- _TASK PROMPT_: Produce a copy of every line in the records that holds the string "align".

- _EXTRACTED RECORDS_:
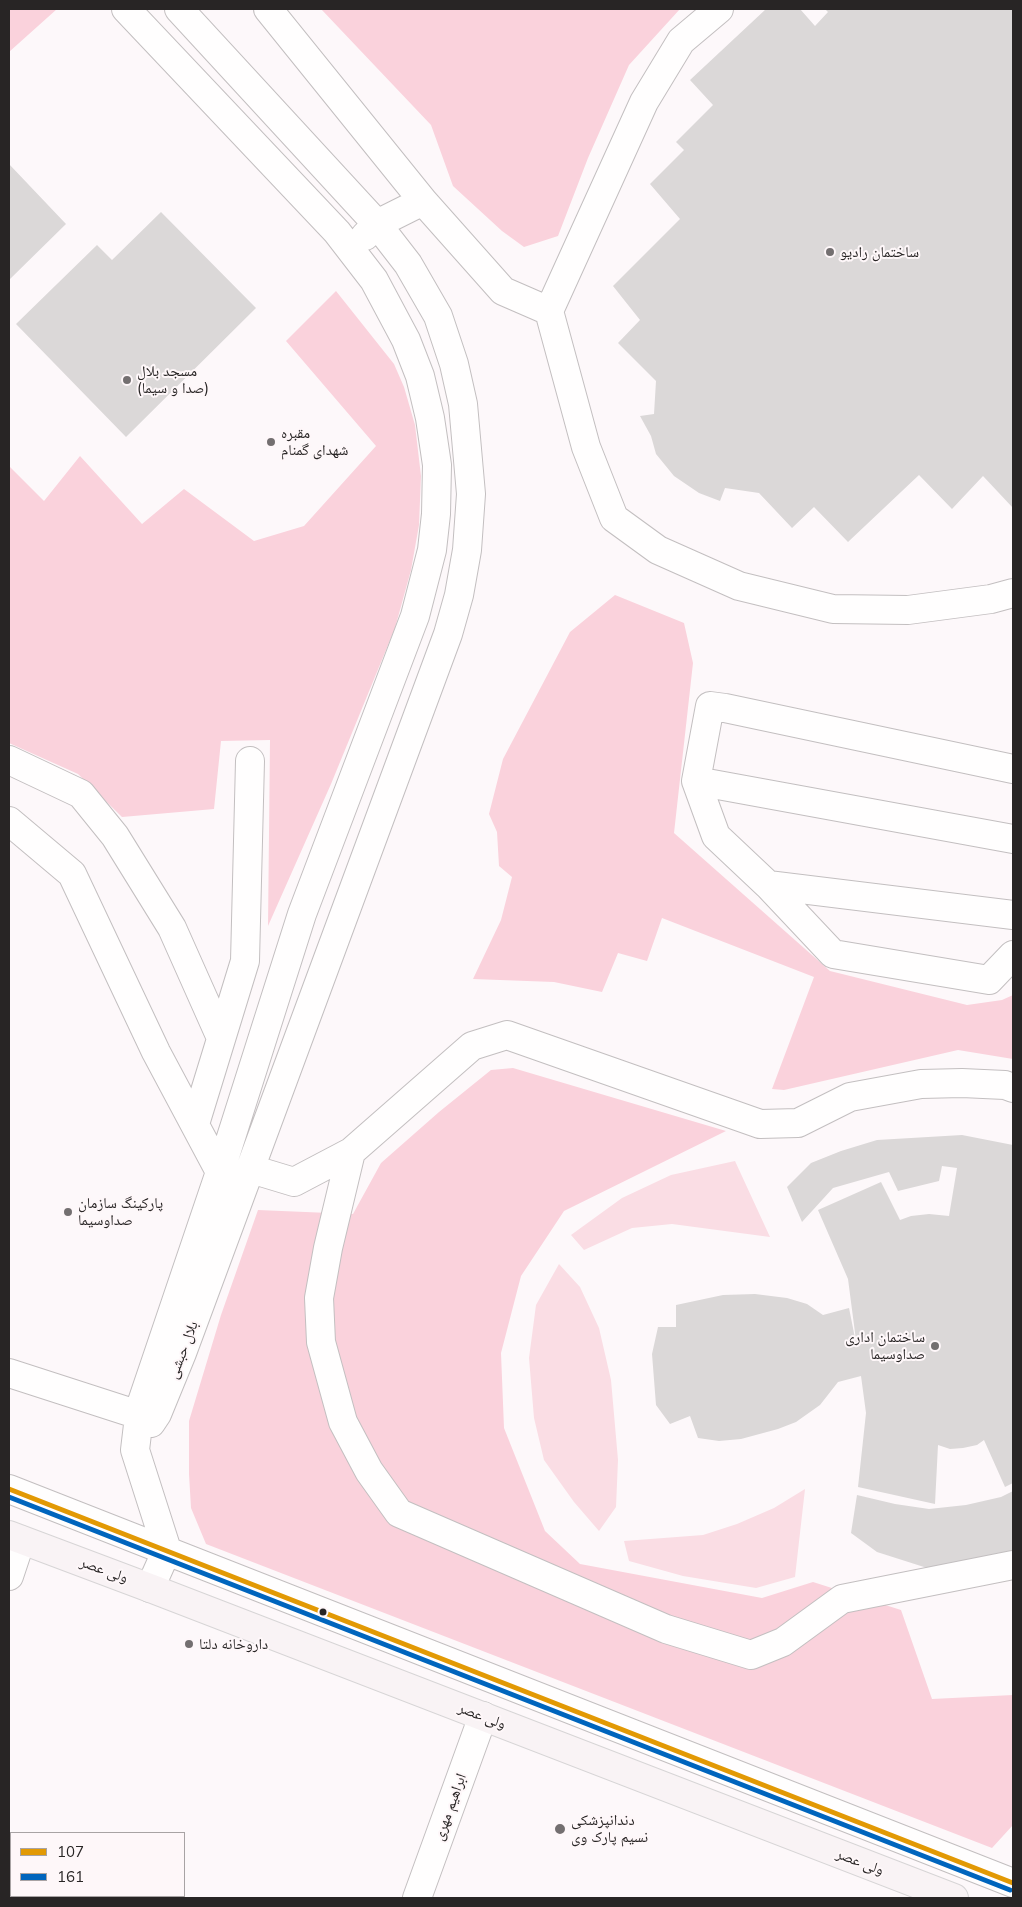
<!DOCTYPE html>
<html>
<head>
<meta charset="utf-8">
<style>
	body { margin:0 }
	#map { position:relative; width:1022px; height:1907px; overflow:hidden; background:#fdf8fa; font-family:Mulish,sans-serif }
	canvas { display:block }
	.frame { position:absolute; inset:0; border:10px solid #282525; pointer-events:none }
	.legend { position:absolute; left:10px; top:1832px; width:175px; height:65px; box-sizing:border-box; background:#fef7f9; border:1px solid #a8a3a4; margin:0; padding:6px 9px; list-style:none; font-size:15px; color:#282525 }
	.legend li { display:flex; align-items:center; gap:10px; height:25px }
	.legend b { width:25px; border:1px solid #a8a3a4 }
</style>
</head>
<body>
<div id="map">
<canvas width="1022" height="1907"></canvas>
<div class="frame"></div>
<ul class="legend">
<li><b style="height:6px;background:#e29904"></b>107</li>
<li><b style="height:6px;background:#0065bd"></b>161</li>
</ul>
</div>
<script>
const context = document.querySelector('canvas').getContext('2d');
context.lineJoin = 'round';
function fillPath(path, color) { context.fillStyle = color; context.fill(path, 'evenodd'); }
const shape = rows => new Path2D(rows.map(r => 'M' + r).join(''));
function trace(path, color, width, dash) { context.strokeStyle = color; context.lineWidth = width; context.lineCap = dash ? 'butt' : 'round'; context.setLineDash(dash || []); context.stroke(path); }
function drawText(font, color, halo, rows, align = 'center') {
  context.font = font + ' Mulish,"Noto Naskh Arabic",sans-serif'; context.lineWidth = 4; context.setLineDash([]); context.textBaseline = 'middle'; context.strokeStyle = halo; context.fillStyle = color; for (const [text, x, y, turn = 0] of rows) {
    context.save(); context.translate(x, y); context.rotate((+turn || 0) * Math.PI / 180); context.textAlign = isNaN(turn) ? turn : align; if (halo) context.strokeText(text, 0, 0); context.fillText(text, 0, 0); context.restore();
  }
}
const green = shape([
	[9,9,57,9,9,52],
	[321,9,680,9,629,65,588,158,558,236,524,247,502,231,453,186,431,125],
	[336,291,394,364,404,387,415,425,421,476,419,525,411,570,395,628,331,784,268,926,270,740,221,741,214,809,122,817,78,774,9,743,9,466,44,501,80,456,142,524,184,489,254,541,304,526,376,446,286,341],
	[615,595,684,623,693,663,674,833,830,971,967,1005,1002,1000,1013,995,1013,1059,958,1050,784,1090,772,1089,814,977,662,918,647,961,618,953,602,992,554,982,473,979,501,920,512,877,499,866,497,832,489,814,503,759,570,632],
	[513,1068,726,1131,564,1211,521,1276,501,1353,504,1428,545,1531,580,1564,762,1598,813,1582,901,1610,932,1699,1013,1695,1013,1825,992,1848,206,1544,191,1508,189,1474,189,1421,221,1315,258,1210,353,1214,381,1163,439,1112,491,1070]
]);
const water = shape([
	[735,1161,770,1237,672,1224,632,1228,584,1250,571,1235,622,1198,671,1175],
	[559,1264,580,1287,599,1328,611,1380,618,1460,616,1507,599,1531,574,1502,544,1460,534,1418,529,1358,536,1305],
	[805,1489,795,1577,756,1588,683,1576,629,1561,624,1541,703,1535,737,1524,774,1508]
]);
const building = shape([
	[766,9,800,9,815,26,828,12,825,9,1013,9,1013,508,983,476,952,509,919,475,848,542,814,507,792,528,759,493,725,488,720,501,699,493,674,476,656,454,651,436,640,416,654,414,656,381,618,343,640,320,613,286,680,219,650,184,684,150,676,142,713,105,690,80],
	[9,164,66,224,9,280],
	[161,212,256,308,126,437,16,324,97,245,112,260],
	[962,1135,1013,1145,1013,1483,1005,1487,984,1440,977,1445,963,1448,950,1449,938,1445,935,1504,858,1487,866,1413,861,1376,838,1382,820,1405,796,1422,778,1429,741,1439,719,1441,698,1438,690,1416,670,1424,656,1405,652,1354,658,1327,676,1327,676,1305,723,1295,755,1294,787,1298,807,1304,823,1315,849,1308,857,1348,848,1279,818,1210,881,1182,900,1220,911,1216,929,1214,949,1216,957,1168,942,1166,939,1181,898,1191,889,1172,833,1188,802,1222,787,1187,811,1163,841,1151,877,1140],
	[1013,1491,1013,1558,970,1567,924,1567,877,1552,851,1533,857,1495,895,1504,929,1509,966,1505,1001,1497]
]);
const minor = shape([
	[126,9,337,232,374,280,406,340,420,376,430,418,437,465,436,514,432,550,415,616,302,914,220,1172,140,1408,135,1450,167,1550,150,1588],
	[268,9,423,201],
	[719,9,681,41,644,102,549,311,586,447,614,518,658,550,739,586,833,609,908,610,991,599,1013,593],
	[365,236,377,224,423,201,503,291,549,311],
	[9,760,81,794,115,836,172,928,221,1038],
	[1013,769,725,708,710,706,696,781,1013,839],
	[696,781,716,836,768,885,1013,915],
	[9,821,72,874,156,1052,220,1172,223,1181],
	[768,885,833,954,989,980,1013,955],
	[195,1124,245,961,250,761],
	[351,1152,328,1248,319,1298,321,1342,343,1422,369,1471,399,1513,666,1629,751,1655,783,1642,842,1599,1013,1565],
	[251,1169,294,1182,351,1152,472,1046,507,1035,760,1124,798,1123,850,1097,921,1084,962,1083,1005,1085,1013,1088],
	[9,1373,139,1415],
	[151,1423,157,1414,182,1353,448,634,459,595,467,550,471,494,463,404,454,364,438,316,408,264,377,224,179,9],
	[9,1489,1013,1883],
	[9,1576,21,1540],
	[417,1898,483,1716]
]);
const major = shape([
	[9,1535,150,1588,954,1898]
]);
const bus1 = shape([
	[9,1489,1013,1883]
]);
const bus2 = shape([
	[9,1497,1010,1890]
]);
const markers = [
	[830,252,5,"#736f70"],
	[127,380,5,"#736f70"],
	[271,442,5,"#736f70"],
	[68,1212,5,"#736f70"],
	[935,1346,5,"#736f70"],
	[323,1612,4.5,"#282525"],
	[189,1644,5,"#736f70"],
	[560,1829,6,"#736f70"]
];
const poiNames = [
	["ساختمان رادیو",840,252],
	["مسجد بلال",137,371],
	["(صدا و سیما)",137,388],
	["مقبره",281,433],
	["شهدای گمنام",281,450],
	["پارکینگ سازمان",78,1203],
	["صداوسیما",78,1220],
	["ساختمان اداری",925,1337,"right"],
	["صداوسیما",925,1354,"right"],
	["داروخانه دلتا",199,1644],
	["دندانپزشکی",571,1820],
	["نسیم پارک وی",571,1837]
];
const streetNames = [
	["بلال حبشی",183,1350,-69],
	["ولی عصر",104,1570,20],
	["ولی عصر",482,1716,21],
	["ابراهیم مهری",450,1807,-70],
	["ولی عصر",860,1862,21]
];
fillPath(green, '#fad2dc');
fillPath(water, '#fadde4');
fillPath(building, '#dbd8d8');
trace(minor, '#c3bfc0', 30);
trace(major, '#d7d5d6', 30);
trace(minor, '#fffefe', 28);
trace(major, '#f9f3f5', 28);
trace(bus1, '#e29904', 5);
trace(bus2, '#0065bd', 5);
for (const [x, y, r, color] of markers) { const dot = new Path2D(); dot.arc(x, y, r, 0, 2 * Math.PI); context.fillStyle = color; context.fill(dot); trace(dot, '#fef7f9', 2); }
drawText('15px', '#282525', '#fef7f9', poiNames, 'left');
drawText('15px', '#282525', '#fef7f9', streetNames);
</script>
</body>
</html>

- _WRITTEN SOLUTION_:
	.legend li { display:flex; align-items:center; gap:10px; height:25px }
function drawText(font, color, halo, rows, align = 'center') {
    context.save(); context.translate(x, y); context.rotate((+turn || 0) * Math.PI / 180); context.textAlign = isNaN(turn) ? turn : align; if (halo) context.strokeText(text, 0, 0); context.fillText(text, 0, 0); context.restore();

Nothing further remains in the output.